The idea is that you do the various Activities, while keeping your mind on the Objectives and Goals. When you complete an objective, pull a new goal down from the Goals section and add it to the Objectives. As you think of new goals, write them in.
If you feel like you need a challenge or to kick your own ass, some people set both annual and quarterly Objectives. (Mine is to see at least twenty-five paid clients in October to December this year, and break a personal record.)
So, that's the Business Plan sorted. Most sole proprietors probably don't need more than that.
A marketing plan is something else entirely. I use a 3x3 grid created by Allan Dib for his book "the 1-page Marketing Plan" — I can't upload a PDF or a word doc but I can make it into a JPEG... It's 9 questions to help you build a better marketing strategy, and build them for different ranges of clients.
So now you have two plans: a marketing plan and a business plan. The next valuable thing is a financial projection. SCORE has a template for this: https://www.score.org/resource/template/financial-projections-template — it's used for predicting future income.
Financial Projections Template

Download this financial projections template to calculate your small business expenses, sales forecast, cash flow, income statement, break-even analysis & more.

SCORE
An astrologer might do better, though, with creating a simple spreadsheet based on number of consults per quarter, estimated Patreon income, and so on. Most of our expenses are not for things like offices, utilities, etc... but living.
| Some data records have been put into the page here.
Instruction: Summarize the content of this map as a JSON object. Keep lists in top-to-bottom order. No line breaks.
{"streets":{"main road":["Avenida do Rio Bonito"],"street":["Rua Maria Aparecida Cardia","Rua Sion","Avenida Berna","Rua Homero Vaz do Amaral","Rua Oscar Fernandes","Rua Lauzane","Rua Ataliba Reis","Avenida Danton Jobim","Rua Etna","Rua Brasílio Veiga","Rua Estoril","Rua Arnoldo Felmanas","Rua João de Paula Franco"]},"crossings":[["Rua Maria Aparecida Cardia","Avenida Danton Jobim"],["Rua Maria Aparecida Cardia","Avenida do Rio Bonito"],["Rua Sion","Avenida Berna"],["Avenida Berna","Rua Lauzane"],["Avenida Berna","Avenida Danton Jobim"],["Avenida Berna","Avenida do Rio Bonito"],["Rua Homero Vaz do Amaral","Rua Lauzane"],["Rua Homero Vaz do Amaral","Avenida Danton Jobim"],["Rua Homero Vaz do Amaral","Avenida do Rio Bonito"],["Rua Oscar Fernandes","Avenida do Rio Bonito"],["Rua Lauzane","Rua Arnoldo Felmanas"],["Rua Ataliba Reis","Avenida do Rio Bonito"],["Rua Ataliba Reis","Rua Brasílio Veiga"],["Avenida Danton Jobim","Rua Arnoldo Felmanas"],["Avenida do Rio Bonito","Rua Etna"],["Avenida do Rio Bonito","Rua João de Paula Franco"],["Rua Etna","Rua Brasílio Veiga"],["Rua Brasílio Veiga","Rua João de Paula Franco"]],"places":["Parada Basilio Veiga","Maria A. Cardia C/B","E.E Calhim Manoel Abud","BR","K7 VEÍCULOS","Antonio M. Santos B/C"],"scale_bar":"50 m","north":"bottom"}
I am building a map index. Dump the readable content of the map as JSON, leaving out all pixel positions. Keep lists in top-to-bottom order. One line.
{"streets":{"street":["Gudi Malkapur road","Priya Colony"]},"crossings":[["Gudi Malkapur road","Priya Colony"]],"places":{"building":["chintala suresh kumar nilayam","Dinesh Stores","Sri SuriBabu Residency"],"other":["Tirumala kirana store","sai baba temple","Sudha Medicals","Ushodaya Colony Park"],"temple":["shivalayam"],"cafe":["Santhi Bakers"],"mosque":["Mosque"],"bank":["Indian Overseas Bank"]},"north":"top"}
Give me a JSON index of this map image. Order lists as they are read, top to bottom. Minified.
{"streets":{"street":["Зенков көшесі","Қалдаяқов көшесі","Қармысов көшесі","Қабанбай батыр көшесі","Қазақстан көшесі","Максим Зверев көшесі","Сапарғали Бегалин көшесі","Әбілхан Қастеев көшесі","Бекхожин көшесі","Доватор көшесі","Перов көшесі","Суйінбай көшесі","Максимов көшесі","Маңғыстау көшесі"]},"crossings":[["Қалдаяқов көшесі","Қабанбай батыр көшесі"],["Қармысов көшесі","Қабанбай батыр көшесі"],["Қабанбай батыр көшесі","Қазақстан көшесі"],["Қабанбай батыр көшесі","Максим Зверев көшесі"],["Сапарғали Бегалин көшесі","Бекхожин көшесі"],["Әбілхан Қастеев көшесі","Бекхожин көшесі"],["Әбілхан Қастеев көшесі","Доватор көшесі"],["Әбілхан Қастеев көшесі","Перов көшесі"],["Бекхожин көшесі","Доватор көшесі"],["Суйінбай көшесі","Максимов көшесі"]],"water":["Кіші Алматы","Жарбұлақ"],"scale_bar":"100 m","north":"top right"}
I use a chart *like* this to estimate growth by quarter; and a second chart to track actual numbers.
Vendor List — to help me track business expenses, I have a "Vendor List", which lists the monthly costs for my quickbooks account, my internet service, my scheduling service, and other fixed costs that are definitively business expenses. My goal is to exceed those numbers each month, of course.
But I learned a different trick from a book by Mike Michalowicz called "PROFIT FIRST" to have 5 bank accounts to track and manage cash flow. Each time a client pays me, 50% goes into OWNER COMPENSATION (that's my labor); 30% to OPERATING EXPENSES; 18% to TAXES; 2% to PROFIT. It's been nice to be able to pay my car and house taxes and income tax out of my business, rather than other savings, and to do it without stress or rush. DISCLAIMER: read the book, understand its methods, & what it ISN'T.
Professionalize your Operations. Donald Miller's book "How to Grow Your Small Business" is mostly for businesses that have employees, but the marketing and sales sections, and the advice on professionalizing your operations, and the section on cash flow, are going to make a lot of sense to anyone who's ever flown in an airplane.
Professionalizing your Operations means organizing your business flow in such a way that you appear to the client to have your shit together. You might not, of course. But the degree to which you can document your processes and follow them, has a lot to do with whether the client sees a real pro at work, or a hot mess. The clients want to work with pros.